▶ _Data to process_
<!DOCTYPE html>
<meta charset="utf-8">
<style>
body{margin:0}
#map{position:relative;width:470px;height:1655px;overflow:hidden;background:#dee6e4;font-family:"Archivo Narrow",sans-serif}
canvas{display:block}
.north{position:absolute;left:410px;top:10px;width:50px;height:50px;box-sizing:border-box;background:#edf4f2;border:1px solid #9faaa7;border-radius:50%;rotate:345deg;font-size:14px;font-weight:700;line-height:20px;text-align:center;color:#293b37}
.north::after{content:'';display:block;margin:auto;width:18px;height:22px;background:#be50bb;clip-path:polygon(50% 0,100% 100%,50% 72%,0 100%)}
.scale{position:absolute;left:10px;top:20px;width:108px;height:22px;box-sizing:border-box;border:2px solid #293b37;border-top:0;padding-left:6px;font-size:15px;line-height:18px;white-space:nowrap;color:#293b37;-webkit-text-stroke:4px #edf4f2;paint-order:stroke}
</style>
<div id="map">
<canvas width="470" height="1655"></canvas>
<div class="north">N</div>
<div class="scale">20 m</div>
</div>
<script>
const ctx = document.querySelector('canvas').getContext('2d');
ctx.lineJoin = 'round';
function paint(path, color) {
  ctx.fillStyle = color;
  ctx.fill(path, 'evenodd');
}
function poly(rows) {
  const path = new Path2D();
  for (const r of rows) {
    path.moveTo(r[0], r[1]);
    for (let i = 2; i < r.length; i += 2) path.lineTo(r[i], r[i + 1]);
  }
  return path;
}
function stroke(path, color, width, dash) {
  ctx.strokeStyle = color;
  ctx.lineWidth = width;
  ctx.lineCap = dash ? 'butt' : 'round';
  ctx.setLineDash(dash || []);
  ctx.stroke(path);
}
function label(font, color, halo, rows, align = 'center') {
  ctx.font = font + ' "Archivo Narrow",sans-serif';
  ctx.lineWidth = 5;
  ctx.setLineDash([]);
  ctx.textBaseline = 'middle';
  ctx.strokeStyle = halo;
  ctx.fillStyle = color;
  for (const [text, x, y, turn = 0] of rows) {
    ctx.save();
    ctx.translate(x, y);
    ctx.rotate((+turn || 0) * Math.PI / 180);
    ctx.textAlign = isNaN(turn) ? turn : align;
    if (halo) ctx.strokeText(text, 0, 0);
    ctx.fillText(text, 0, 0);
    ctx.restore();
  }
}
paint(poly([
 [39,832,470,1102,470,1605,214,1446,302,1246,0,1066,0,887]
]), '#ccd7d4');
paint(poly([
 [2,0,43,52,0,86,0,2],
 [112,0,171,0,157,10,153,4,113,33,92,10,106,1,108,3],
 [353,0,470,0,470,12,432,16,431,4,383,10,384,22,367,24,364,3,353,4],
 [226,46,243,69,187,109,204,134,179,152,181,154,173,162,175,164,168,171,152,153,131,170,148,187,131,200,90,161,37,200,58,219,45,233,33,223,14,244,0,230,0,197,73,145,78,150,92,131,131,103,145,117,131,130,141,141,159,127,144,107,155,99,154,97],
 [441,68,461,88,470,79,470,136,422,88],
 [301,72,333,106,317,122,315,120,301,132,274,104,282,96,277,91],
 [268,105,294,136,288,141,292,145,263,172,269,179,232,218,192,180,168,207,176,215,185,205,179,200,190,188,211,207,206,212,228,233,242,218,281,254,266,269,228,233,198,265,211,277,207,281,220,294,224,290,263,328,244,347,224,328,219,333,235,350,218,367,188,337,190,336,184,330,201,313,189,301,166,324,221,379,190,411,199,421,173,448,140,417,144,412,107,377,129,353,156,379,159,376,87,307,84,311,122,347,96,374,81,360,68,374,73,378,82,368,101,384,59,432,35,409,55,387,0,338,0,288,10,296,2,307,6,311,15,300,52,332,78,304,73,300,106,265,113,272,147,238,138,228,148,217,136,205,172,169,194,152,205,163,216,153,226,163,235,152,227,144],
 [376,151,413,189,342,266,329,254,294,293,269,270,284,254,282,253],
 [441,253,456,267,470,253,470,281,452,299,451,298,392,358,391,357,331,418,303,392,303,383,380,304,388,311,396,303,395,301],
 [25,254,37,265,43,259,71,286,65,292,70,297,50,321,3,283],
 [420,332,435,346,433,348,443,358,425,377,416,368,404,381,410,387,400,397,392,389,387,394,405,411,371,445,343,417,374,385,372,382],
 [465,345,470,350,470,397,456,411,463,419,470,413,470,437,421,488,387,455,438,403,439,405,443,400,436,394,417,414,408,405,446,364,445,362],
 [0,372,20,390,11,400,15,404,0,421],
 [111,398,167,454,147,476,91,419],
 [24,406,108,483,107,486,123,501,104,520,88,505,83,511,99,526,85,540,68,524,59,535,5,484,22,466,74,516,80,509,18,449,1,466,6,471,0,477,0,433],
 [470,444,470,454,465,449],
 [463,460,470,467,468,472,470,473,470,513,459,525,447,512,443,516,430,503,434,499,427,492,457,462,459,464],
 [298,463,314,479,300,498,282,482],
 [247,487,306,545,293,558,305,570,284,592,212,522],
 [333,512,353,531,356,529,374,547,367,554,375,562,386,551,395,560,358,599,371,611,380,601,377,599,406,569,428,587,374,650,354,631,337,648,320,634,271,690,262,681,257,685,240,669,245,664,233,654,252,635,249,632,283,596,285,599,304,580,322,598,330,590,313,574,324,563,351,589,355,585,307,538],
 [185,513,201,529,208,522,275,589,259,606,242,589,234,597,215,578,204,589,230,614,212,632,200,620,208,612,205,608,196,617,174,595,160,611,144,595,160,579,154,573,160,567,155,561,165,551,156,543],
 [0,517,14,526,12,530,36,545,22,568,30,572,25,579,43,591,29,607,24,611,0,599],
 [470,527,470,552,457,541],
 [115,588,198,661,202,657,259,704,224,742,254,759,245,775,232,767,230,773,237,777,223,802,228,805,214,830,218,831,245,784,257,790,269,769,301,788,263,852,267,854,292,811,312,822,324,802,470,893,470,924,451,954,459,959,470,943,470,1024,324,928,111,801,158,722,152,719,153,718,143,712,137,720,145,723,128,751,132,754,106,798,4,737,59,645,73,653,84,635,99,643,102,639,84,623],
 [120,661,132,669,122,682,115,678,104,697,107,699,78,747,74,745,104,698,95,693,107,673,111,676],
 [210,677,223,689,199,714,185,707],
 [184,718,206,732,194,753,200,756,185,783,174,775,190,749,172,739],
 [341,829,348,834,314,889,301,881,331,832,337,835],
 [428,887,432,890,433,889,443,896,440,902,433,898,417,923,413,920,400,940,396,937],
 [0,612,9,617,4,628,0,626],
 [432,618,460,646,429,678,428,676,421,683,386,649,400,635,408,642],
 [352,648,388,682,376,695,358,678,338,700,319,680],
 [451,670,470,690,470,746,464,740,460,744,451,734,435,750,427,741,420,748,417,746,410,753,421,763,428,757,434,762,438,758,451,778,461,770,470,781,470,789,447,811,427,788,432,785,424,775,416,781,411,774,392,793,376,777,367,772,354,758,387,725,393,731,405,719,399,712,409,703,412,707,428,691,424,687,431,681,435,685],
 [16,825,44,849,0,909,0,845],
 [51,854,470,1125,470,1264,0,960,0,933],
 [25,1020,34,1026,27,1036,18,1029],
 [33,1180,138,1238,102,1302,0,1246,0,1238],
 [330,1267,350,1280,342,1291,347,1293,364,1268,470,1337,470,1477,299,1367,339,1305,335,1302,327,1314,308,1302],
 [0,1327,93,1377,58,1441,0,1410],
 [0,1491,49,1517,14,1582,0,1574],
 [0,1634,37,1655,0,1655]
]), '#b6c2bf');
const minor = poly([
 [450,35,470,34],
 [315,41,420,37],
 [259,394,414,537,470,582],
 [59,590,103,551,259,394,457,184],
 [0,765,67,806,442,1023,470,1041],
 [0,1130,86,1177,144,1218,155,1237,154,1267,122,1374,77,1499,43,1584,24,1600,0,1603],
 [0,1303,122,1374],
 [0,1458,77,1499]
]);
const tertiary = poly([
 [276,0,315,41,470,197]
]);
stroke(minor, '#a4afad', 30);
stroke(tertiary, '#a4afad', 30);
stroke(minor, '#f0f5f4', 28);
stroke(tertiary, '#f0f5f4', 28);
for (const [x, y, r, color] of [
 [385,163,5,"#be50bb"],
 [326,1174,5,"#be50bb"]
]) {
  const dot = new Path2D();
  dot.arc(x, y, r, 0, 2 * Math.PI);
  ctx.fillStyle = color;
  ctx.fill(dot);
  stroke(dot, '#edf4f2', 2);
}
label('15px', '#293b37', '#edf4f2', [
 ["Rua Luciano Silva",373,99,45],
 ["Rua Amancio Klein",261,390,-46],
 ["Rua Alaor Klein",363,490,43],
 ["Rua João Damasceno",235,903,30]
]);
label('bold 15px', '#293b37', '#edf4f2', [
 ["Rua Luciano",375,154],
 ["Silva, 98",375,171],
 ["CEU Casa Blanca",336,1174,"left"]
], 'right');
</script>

▶ _Exercise aim_
Exactly the lines from the one containing "stroke(dot, '#edf4f2', 2);" to the final line of the entries must be restated, and no others.

▶ _Your solution_
  stroke(dot, '#edf4f2', 2);
}
label('15px', '#293b37', '#edf4f2', [
 ["Rua Luciano Silva",373,99,45],
 ["Rua Amancio Klein",261,390,-46],
 ["Rua Alaor Klein",363,490,43],
 ["Rua João Damasceno",235,903,30]
]);
label('bold 15px', '#293b37', '#edf4f2', [
 ["Rua Luciano",375,154],
 ["Silva, 98",375,171],
 ["CEU Casa Blanca",336,1174,"left"]
], 'right');
</script>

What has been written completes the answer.